*WHAT YOU ARE ASKED TO DO*
Please copy each line below that contains the word "body".
--- THE INPUT Enclosed Below ---
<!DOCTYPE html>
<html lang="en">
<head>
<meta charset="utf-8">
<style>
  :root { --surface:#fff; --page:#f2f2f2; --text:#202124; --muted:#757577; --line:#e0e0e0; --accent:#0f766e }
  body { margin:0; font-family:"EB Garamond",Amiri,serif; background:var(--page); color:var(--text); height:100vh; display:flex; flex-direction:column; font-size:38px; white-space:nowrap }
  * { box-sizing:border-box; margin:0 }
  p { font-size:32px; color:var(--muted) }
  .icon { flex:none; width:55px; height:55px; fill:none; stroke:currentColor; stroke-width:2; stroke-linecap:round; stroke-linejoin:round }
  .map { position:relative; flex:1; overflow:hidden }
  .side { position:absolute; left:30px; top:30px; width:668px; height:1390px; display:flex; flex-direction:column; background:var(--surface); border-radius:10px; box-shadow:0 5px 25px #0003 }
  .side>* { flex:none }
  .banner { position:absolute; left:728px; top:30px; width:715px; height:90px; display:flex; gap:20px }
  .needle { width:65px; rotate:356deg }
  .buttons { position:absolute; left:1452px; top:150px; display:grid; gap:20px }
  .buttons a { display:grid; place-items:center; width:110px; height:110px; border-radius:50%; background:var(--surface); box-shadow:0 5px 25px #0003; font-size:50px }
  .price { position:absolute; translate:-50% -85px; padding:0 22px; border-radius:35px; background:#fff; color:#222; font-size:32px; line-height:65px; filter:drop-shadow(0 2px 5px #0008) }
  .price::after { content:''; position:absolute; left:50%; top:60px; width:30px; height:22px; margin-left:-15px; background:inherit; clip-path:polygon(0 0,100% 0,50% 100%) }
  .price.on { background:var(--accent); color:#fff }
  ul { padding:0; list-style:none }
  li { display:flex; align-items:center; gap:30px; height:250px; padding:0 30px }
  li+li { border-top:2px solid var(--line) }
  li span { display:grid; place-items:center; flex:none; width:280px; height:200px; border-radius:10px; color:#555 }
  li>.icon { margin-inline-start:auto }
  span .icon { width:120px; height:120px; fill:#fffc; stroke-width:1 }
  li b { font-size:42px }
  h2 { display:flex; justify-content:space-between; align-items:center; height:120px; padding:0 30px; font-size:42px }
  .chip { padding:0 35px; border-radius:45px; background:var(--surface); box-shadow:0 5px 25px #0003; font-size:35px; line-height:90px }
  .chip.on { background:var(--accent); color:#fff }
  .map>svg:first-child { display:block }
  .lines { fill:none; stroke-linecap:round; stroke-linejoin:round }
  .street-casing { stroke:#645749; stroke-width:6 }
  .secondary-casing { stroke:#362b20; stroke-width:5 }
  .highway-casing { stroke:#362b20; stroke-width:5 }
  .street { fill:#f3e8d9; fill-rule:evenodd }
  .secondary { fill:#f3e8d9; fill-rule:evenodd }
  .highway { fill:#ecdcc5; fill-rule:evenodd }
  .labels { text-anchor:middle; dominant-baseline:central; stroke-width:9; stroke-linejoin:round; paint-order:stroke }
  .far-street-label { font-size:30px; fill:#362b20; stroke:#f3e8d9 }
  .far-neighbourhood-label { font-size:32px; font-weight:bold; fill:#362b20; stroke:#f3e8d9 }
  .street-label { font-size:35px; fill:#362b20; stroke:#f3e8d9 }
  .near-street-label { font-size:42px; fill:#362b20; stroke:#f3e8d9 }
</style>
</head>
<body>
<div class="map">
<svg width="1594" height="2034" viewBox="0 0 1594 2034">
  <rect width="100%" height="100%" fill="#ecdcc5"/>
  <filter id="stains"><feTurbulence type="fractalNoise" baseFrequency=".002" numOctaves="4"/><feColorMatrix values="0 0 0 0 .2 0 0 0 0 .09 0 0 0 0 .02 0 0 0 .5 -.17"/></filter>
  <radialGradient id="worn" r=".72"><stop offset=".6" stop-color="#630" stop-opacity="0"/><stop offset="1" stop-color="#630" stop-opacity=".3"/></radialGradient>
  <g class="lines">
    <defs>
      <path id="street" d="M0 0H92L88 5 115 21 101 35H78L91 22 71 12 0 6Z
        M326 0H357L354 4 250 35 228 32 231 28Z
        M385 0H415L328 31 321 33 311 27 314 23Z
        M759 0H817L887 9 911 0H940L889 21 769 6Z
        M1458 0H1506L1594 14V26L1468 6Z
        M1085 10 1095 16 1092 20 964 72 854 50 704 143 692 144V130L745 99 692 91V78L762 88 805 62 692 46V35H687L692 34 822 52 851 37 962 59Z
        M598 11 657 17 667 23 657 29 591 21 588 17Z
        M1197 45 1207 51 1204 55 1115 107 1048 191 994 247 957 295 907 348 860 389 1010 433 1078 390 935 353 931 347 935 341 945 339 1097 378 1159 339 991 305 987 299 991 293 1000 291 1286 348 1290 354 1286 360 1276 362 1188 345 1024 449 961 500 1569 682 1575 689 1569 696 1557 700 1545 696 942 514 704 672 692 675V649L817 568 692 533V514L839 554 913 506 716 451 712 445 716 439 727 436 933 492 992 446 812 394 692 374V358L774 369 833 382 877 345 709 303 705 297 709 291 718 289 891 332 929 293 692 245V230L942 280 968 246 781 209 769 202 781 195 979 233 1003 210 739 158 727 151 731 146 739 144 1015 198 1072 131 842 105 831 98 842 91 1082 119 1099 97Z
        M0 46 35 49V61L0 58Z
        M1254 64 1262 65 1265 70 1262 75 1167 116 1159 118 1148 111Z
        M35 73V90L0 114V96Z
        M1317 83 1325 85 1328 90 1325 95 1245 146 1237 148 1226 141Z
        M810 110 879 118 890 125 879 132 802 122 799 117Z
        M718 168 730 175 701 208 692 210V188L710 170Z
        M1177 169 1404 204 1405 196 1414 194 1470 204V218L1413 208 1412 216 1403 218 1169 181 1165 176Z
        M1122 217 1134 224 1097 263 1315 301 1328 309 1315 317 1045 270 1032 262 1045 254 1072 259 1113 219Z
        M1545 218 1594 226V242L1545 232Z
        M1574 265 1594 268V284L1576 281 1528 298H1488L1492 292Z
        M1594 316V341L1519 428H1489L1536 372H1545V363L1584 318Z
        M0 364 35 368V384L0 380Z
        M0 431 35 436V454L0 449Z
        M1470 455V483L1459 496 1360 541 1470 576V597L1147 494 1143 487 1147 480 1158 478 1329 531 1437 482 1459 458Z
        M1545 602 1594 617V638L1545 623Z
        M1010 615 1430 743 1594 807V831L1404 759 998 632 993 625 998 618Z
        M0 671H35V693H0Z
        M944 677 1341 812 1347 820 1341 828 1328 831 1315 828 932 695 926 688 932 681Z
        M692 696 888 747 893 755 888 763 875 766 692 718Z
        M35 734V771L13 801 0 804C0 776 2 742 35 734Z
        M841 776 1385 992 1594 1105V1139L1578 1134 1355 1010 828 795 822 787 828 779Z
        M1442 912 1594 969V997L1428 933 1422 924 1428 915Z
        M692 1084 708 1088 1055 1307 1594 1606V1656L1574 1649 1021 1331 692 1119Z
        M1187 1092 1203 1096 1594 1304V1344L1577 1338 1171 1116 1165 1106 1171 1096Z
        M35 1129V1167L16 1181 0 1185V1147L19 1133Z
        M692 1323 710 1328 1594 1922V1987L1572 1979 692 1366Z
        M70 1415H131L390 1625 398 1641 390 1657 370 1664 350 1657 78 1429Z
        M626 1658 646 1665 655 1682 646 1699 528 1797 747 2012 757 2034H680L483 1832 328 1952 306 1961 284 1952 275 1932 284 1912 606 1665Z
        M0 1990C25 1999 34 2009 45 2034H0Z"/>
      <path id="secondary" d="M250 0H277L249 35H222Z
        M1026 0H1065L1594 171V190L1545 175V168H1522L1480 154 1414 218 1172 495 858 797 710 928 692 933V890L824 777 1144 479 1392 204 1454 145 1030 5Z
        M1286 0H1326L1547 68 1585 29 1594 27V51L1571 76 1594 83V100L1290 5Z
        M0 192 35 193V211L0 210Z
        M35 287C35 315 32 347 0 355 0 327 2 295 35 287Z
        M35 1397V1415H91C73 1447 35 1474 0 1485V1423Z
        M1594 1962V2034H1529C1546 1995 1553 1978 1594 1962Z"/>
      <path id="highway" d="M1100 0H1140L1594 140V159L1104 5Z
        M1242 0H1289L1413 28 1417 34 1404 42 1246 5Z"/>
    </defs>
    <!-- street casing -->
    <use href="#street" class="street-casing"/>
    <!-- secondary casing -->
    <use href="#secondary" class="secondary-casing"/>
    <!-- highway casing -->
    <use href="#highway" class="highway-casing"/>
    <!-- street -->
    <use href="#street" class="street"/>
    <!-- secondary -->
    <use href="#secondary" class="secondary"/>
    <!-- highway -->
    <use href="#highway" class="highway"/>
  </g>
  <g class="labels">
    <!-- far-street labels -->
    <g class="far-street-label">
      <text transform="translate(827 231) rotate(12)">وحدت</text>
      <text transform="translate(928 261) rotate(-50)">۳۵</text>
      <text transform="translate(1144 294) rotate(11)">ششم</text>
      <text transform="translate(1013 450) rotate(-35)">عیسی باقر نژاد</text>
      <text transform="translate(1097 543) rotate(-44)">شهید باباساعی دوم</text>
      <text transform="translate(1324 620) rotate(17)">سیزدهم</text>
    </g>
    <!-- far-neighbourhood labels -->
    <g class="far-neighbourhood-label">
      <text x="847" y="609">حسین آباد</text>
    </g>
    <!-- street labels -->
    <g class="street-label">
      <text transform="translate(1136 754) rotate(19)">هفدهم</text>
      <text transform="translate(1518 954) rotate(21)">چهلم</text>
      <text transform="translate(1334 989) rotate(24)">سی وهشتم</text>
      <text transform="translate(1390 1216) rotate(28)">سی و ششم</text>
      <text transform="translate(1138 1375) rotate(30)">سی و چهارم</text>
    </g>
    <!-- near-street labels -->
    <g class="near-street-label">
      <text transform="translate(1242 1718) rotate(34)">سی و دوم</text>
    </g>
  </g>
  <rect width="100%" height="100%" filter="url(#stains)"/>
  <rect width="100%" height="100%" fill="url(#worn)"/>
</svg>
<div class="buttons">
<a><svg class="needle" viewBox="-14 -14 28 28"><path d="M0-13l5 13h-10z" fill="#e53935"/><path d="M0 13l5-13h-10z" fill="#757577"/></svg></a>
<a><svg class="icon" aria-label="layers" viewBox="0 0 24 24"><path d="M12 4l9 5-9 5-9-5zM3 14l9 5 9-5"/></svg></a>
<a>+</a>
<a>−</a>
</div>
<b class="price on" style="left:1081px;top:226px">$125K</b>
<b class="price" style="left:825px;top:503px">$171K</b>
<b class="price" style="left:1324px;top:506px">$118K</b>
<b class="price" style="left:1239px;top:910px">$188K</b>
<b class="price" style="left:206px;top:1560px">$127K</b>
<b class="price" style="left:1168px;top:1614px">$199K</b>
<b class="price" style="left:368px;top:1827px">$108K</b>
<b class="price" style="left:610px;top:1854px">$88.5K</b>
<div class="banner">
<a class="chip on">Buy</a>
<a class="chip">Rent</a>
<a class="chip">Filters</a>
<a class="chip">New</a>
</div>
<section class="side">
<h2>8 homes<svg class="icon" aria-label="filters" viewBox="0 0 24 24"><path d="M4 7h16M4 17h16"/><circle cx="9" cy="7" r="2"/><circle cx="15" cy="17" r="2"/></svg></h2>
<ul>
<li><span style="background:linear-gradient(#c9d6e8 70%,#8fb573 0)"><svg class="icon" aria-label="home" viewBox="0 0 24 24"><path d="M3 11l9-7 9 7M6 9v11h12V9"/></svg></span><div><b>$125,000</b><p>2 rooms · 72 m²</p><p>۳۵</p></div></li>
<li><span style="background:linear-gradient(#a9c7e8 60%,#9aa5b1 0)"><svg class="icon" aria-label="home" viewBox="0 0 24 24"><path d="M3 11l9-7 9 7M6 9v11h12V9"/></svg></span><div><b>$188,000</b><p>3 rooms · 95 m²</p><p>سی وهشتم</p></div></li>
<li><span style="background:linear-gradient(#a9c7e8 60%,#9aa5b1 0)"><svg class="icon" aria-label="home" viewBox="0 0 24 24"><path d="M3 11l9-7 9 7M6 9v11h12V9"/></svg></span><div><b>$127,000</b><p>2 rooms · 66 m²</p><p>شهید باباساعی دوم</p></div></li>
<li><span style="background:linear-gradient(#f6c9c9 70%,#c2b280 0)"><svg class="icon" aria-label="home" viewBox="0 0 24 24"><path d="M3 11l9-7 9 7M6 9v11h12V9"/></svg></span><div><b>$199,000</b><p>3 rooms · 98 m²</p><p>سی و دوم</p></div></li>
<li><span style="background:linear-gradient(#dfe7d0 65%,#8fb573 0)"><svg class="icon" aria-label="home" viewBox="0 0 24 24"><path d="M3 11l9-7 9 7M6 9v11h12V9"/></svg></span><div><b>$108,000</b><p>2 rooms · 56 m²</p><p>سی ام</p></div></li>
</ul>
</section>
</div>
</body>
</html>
--- End of Enclosed THE INPUT ---
*ANSWER*
  body { margin:0; font-family:"EB Garamond",Amiri,serif; background:var(--page); color:var(--text); height:100vh; display:flex; flex-direction:column; font-size:38px; white-space:nowrap }
<body>
</body>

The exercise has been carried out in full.